> ACTIVITY:
Keep the wording of each record exactly the same when you repeat it, and leave out pictures.

> PROVIDED DATA:
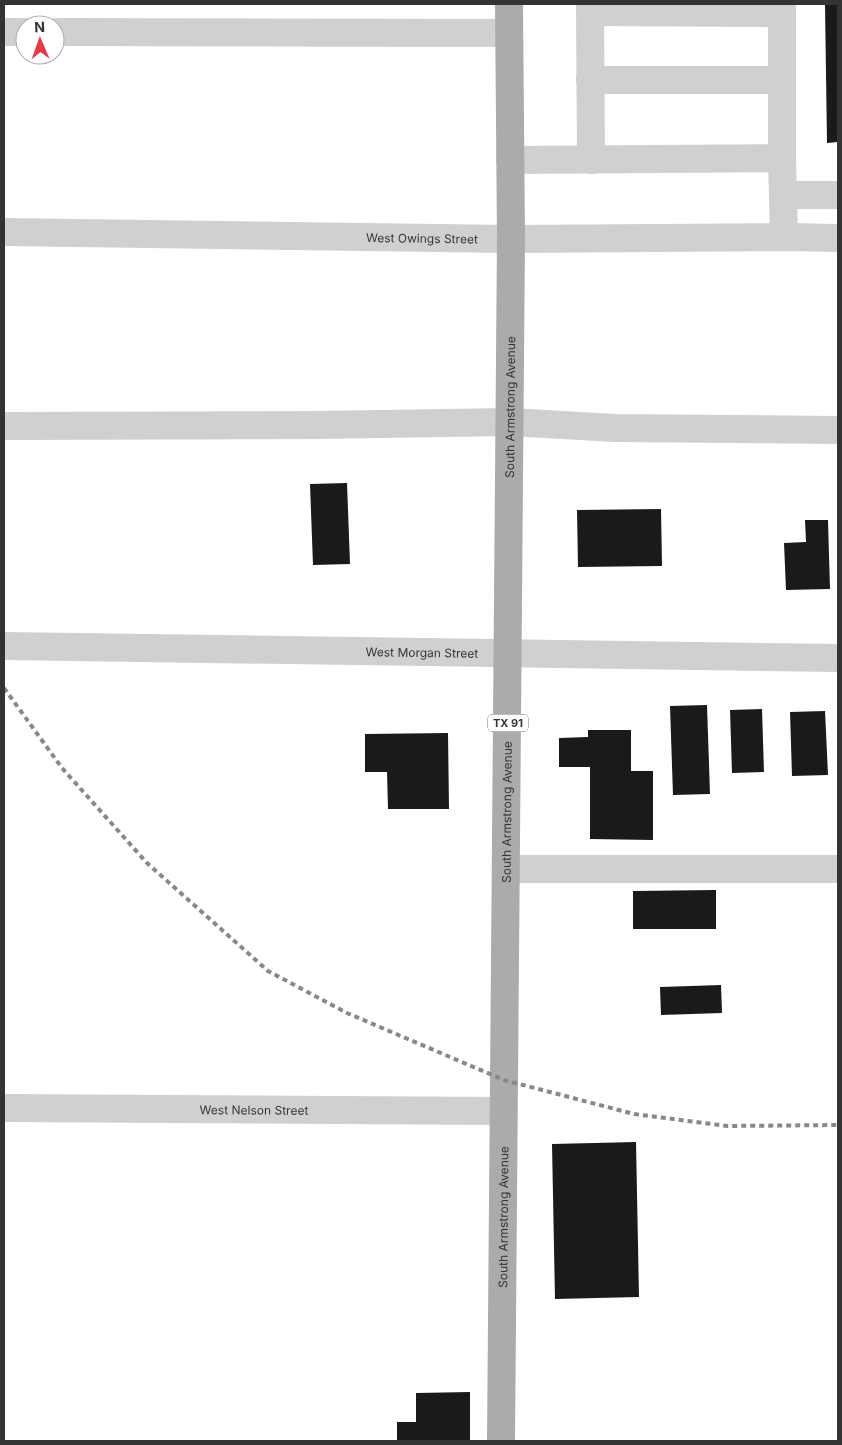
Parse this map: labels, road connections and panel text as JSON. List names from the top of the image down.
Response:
{
  "streets": {
    "main road": ["South Armstrong Avenue", "TX 91"],
    "street": ["West Owings Street", "West Morgan Street", "West Nelson Street"]
  },
  "crossings": [
    ["West Owings Street", "South Armstrong Avenue"],
    ["South Armstrong Avenue", "West Morgan Street"],
    ["South Armstrong Avenue", "West Nelson Street"]
  ],
  "north": "top"
}
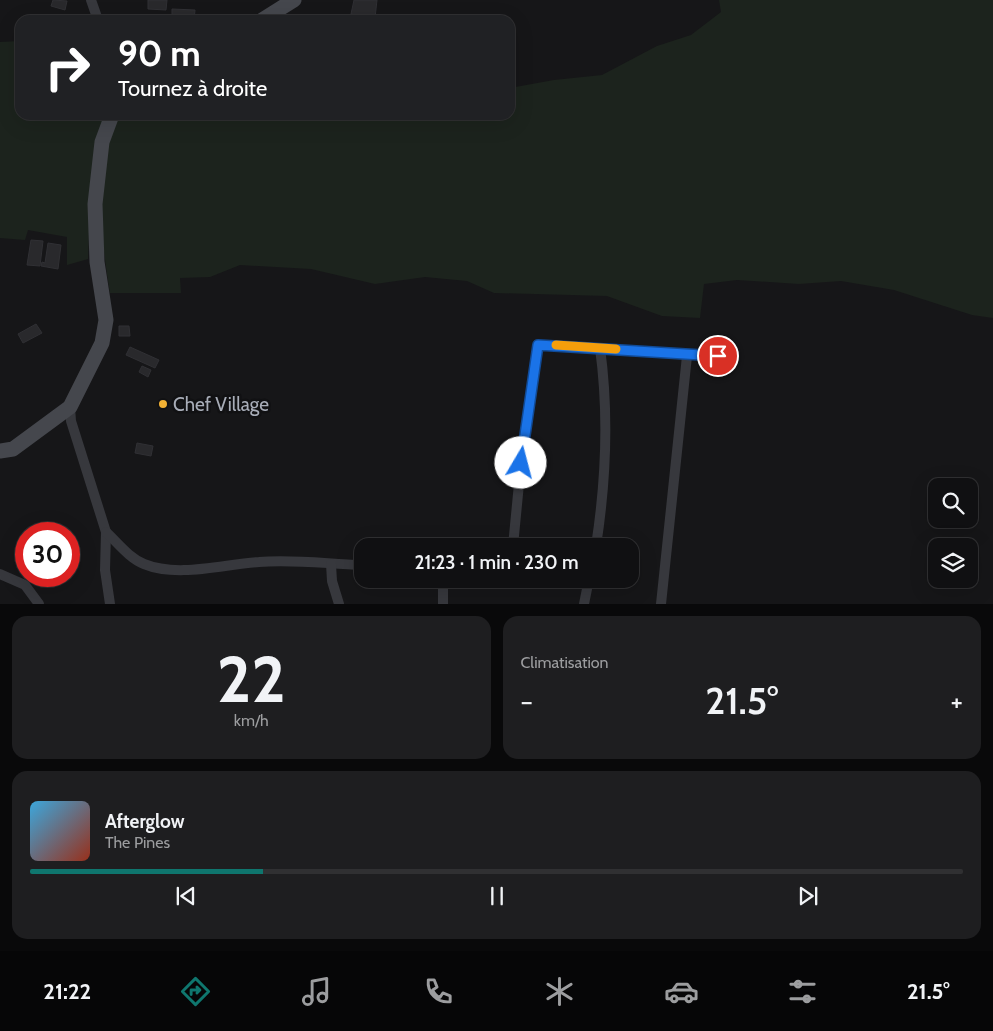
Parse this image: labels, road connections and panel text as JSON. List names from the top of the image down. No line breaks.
{"places":["Chef Village"],"page":{"turn":["90 m","Tournez à droite"],"limit":"30","trip":"21:23 · 1 min · 230 m","tile":[["22","km/h"],"Climatisation"],"heat":["−","21.5°","+"],"song":["Afterglow","The Pines"],"tabs":["21:22","21.5°"]}}
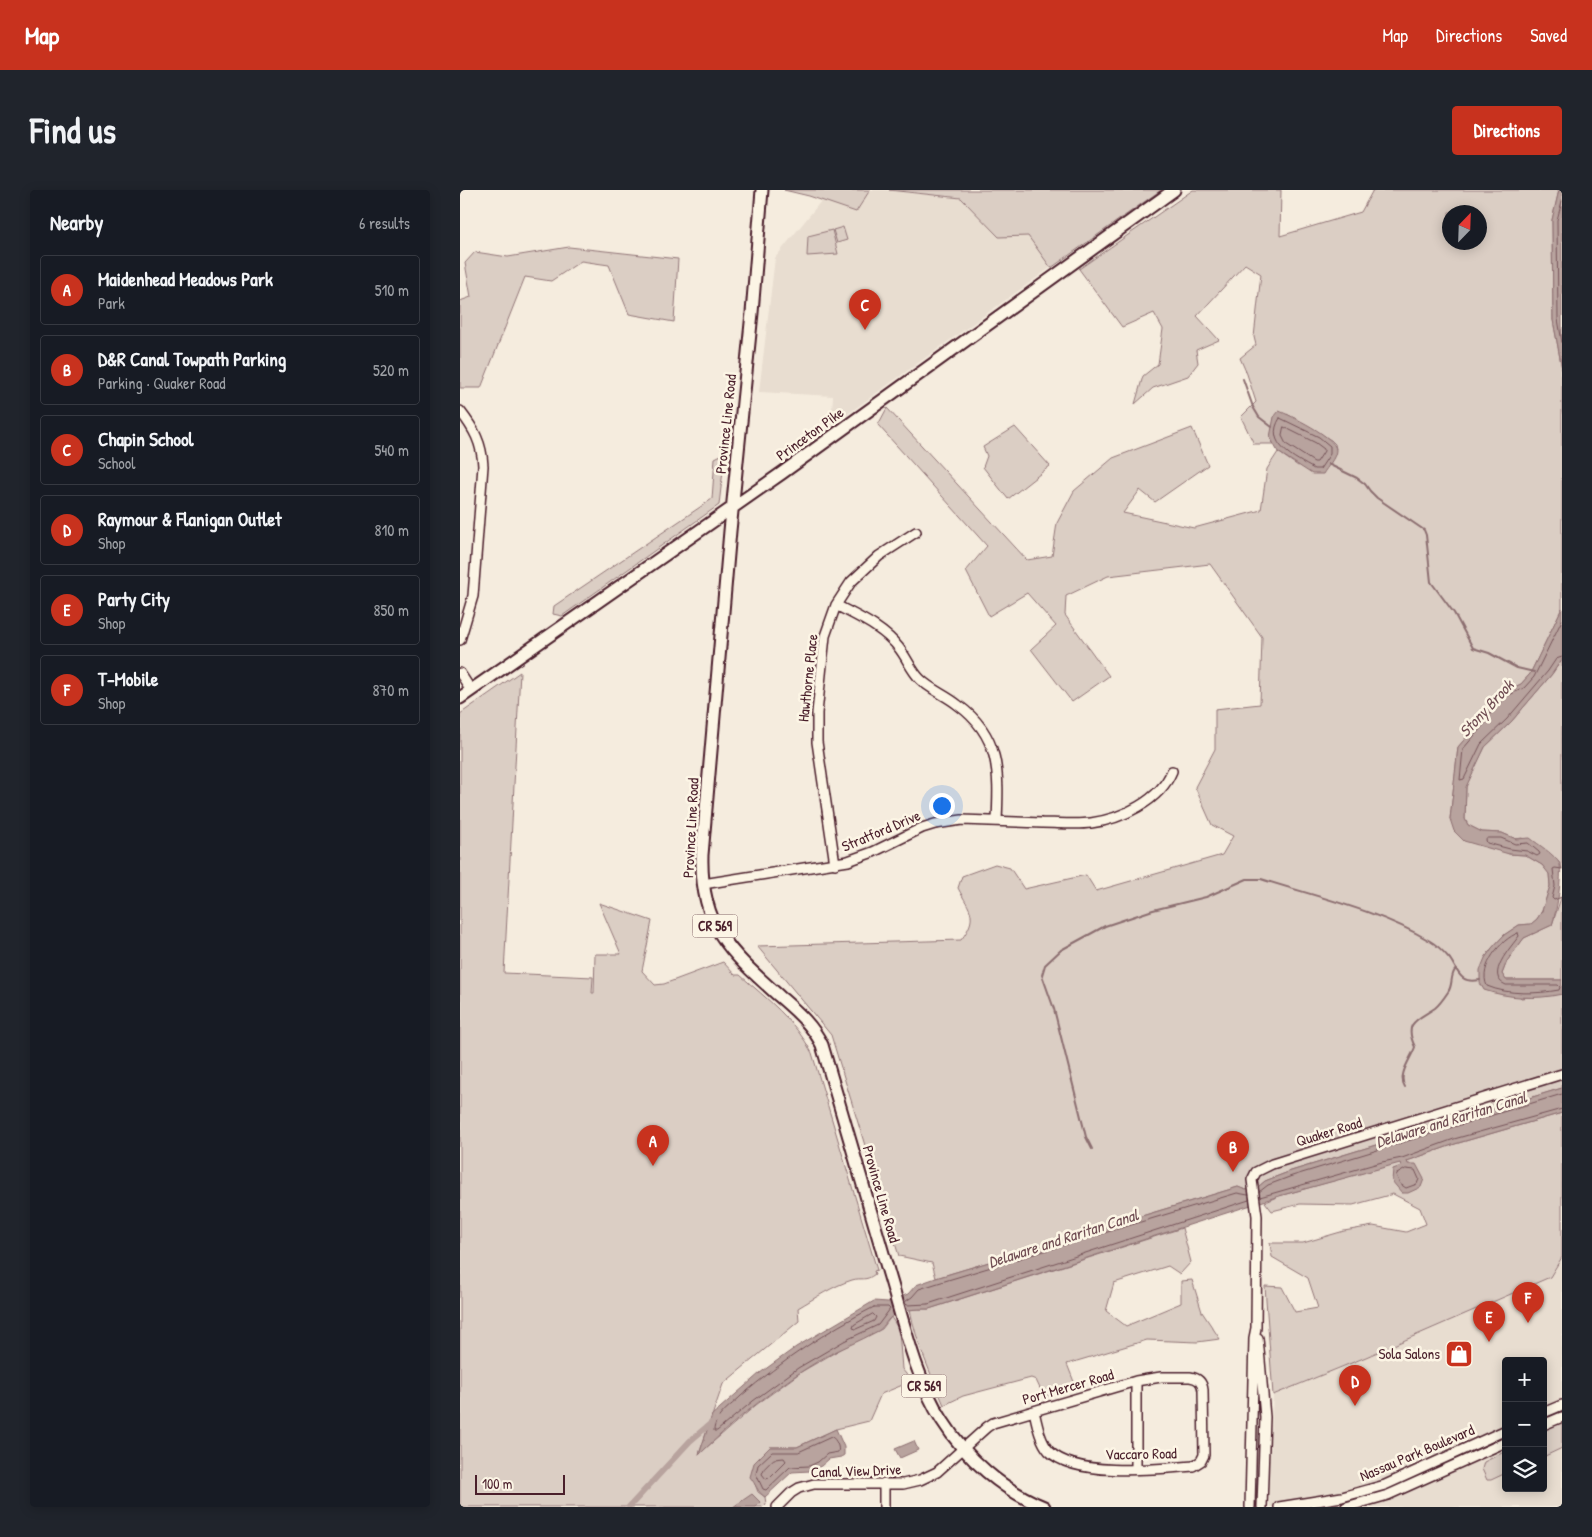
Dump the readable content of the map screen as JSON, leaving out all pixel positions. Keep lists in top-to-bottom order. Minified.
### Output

> ANSWER SECTION:
Parse this map: labels, road connections and panel text as JSON. List names from the top of the image down.
Response:
{
  "streets": {
    "main road": ["South Armstrong Avenue", "TX 91"],
    "street": ["West Owings Street", "West Morgan Street", "West Nelson Street"]
  },
  "crossings": [
    ["West Owings Street", "South Armstrong Avenue"],
    ["South Armstrong Avenue", "West Morgan Street"],
    ["South Armstrong Avenue", "West Nelson Street"]
  ],
  "north": "top"
}
Parse this image: labels, road connections and panel text as JSON. List names from the top of the image down. No line breaks.
{"places":["Chef Village"],"page":{"turn":["90 m","Tournez à droite"],"limit":"30","trip":"21:23 · 1 min · 230 m","tile":[["22","km/h"],"Climatisation"],"heat":["−","21.5°","+"],"song":["Afterglow","The Pines"],"tabs":["21:22","21.5°"]}}
Dump the readable content of the map screen as JSON, leaving out all pixel positions. Keep lists in top-to-bottom order. Minified.
### Output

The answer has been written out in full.